» Exercise material:
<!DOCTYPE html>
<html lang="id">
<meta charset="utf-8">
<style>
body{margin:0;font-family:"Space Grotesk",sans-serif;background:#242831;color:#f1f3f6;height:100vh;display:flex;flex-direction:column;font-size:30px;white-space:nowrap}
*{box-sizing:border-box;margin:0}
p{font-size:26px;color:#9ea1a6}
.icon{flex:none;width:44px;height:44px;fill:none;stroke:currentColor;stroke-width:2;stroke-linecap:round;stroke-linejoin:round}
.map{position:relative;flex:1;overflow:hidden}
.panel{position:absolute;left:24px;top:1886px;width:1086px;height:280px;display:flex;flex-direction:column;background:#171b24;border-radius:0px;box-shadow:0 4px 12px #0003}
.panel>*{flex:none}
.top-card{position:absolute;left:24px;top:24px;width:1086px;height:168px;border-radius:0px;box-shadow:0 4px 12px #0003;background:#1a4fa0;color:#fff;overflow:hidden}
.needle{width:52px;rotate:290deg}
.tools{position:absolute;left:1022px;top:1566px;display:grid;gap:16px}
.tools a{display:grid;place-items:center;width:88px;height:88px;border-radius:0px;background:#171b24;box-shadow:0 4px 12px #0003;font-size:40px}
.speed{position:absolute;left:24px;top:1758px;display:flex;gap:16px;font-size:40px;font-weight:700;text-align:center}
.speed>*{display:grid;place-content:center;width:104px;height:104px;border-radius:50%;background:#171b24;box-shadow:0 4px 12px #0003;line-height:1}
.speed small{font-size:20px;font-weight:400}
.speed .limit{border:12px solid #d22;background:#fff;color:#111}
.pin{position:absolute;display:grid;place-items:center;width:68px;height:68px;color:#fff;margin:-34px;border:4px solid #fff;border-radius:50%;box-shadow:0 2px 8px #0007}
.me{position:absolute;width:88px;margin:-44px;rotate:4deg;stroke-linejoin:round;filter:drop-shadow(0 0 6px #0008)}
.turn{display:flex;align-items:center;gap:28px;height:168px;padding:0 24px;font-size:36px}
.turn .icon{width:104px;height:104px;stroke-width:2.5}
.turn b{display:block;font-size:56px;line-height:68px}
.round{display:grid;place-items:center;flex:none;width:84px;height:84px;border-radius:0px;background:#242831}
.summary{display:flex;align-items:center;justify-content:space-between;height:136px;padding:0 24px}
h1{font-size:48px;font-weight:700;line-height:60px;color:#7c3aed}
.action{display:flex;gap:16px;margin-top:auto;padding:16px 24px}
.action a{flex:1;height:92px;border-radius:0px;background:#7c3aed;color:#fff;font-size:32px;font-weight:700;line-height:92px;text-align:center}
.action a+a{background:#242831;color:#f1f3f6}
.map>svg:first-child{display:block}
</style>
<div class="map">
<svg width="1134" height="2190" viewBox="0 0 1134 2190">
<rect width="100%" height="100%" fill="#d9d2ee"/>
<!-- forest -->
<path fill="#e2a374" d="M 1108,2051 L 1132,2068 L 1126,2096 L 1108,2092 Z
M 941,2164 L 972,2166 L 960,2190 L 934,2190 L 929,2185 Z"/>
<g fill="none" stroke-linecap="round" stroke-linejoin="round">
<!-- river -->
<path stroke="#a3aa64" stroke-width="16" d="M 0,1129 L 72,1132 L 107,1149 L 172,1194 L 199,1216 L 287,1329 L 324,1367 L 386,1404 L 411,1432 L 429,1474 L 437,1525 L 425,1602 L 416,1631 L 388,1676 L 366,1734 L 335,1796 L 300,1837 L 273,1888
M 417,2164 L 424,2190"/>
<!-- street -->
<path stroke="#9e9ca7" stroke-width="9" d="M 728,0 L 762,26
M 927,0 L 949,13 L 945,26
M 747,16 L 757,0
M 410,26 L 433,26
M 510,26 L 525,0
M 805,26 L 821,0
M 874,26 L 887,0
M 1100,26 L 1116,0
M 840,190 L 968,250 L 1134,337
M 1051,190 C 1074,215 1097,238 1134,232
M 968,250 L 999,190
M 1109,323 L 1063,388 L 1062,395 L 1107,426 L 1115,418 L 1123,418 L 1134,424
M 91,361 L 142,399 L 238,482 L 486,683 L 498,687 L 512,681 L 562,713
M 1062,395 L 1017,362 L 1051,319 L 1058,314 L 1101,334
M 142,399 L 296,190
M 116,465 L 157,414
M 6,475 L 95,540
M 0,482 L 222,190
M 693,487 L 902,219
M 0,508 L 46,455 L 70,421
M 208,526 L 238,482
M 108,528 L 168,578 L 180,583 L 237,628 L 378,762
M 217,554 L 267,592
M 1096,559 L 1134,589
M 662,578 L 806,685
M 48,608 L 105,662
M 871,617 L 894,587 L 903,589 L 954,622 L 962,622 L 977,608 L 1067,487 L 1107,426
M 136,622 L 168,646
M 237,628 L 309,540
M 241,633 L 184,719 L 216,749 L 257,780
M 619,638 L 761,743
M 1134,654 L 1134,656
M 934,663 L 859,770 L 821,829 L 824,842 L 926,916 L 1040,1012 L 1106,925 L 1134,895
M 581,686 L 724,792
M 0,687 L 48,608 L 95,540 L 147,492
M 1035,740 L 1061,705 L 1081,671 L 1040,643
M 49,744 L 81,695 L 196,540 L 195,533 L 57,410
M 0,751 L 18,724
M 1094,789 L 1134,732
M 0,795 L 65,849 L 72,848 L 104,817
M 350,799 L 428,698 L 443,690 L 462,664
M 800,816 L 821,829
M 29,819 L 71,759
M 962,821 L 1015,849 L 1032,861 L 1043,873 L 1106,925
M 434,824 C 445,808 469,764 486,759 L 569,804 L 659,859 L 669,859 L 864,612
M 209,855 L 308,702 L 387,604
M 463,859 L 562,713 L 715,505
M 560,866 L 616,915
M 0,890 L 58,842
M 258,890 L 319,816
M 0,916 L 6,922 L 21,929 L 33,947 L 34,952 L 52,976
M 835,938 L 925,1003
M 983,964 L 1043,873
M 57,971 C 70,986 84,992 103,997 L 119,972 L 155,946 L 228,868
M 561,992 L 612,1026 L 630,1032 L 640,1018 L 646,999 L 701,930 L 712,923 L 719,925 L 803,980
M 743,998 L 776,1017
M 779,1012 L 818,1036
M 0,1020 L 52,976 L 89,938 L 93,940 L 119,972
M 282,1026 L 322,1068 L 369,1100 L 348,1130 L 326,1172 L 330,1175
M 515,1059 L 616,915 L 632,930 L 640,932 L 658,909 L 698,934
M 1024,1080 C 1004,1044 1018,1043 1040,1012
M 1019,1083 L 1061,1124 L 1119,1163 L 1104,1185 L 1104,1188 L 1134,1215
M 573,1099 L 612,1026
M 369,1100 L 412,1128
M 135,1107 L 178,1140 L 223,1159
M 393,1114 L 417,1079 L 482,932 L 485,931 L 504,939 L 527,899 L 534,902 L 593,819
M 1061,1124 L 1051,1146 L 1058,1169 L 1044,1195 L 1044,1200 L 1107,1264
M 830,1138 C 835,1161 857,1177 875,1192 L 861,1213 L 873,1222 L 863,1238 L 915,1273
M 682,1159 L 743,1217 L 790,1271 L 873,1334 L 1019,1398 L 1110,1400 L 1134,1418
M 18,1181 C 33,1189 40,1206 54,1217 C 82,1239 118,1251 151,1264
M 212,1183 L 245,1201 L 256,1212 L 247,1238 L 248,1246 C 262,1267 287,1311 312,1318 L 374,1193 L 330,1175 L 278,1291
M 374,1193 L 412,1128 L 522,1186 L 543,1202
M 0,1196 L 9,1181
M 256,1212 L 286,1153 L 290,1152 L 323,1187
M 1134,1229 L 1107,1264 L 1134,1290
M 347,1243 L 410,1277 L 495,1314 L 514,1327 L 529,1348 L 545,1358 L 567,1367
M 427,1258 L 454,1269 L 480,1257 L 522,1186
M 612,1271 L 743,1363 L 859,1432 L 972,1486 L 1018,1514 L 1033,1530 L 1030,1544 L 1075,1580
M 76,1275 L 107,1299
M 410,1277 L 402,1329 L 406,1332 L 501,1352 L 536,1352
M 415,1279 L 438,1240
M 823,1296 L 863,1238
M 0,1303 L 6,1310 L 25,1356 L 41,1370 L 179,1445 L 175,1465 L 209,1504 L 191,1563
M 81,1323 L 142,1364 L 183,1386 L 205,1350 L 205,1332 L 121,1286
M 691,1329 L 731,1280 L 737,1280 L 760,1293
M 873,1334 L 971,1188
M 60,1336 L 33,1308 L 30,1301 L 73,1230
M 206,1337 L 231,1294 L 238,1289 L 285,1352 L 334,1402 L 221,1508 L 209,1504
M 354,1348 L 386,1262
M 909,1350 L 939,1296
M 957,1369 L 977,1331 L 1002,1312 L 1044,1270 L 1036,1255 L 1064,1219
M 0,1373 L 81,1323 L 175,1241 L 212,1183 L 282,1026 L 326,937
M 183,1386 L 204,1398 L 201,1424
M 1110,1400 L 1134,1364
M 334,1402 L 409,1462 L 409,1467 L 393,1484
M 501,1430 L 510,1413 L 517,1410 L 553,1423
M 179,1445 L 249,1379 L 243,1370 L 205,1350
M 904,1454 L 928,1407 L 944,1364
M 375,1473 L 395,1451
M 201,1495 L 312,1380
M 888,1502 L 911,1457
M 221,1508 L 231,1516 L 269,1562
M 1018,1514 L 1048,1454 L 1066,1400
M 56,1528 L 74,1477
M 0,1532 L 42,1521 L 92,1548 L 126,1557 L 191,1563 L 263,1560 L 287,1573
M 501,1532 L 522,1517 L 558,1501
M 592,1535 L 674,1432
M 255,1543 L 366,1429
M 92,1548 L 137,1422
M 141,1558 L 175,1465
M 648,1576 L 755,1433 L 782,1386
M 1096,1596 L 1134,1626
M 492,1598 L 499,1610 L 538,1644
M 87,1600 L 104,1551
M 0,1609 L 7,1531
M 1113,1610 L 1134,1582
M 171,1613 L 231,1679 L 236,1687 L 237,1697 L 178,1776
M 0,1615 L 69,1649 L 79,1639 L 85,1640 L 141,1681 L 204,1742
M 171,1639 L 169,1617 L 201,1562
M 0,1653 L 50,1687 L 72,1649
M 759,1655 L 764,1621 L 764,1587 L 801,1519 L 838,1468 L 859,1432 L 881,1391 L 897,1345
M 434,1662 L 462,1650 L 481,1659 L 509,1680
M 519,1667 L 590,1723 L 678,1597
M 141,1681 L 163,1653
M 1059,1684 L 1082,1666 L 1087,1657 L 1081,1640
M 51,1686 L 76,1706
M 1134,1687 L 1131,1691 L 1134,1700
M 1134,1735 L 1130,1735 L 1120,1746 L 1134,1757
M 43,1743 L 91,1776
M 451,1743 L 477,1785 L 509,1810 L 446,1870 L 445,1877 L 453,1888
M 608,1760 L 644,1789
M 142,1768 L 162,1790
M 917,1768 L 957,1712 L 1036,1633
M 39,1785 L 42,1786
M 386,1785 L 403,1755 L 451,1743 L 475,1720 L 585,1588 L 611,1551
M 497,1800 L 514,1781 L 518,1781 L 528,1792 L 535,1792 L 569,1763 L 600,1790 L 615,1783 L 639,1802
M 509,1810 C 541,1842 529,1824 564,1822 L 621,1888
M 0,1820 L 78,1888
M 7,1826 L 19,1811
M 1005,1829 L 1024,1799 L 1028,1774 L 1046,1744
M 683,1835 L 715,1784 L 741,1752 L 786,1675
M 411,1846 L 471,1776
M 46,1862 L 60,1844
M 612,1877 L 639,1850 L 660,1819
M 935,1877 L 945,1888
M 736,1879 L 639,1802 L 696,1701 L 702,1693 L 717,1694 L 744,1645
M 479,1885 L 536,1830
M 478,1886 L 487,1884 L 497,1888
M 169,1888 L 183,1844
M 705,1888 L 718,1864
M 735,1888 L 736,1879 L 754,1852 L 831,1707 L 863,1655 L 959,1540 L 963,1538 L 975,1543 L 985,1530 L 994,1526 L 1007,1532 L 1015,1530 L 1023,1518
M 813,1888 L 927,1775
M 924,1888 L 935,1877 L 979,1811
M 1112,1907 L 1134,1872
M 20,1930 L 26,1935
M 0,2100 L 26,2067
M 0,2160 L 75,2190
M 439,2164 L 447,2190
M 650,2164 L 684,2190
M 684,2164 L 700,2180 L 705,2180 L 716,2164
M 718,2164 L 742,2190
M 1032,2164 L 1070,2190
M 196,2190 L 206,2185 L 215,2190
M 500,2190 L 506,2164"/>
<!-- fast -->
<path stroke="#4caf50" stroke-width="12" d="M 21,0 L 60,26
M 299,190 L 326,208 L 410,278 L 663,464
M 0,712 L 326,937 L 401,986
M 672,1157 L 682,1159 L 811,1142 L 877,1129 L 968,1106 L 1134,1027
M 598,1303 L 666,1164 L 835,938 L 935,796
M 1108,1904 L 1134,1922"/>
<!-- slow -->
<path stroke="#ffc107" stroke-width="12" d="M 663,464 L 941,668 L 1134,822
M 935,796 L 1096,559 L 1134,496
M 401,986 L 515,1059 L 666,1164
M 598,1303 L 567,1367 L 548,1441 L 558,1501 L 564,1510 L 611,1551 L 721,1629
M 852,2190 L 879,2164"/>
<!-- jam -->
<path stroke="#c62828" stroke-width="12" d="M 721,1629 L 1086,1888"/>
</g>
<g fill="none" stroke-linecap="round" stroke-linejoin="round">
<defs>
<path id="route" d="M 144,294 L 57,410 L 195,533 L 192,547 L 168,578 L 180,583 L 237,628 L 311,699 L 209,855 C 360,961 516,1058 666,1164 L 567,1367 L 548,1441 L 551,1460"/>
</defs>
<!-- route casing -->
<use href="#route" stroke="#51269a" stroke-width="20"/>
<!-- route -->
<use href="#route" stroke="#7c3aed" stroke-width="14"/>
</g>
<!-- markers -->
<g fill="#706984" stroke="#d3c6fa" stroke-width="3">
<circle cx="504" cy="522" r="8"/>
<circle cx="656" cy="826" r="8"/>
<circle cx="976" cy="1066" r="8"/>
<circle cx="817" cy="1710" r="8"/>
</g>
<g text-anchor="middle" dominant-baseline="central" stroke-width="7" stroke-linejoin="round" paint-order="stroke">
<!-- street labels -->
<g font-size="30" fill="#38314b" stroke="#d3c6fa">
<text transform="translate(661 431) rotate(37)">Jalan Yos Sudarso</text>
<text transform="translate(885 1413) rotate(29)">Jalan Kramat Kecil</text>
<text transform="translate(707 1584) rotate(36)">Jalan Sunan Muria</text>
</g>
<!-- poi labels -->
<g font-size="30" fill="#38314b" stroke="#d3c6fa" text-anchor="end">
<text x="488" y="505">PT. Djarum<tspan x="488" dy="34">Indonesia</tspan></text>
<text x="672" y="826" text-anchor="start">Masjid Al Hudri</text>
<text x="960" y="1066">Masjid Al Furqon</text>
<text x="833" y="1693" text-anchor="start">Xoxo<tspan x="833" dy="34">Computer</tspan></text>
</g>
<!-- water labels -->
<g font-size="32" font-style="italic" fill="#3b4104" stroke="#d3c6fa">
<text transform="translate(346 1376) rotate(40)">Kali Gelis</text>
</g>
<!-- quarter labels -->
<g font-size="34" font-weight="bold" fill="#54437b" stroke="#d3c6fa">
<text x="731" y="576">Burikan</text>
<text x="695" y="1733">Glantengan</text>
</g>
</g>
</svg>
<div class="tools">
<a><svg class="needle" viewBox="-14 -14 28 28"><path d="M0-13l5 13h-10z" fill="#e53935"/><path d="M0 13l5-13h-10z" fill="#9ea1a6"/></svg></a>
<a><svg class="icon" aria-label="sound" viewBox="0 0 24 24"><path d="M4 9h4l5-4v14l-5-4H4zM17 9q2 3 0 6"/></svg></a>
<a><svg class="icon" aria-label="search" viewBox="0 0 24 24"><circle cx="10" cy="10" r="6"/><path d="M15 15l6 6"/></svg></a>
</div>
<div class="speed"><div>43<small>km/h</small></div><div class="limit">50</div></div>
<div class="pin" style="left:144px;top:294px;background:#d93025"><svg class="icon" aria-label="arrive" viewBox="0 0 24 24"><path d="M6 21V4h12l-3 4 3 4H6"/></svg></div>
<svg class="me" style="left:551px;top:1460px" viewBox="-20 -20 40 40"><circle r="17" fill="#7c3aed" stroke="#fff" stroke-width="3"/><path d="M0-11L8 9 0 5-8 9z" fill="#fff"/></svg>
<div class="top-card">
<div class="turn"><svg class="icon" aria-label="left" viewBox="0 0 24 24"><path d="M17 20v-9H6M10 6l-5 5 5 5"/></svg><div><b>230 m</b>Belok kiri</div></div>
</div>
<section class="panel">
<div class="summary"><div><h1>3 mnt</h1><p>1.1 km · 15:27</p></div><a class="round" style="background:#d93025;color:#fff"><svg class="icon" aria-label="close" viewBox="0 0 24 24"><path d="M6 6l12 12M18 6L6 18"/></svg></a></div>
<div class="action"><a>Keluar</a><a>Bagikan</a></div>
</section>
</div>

» Exercise objective: Report how many lines of the entries above contain the word "small", giving the number by itself.

» Response area: 2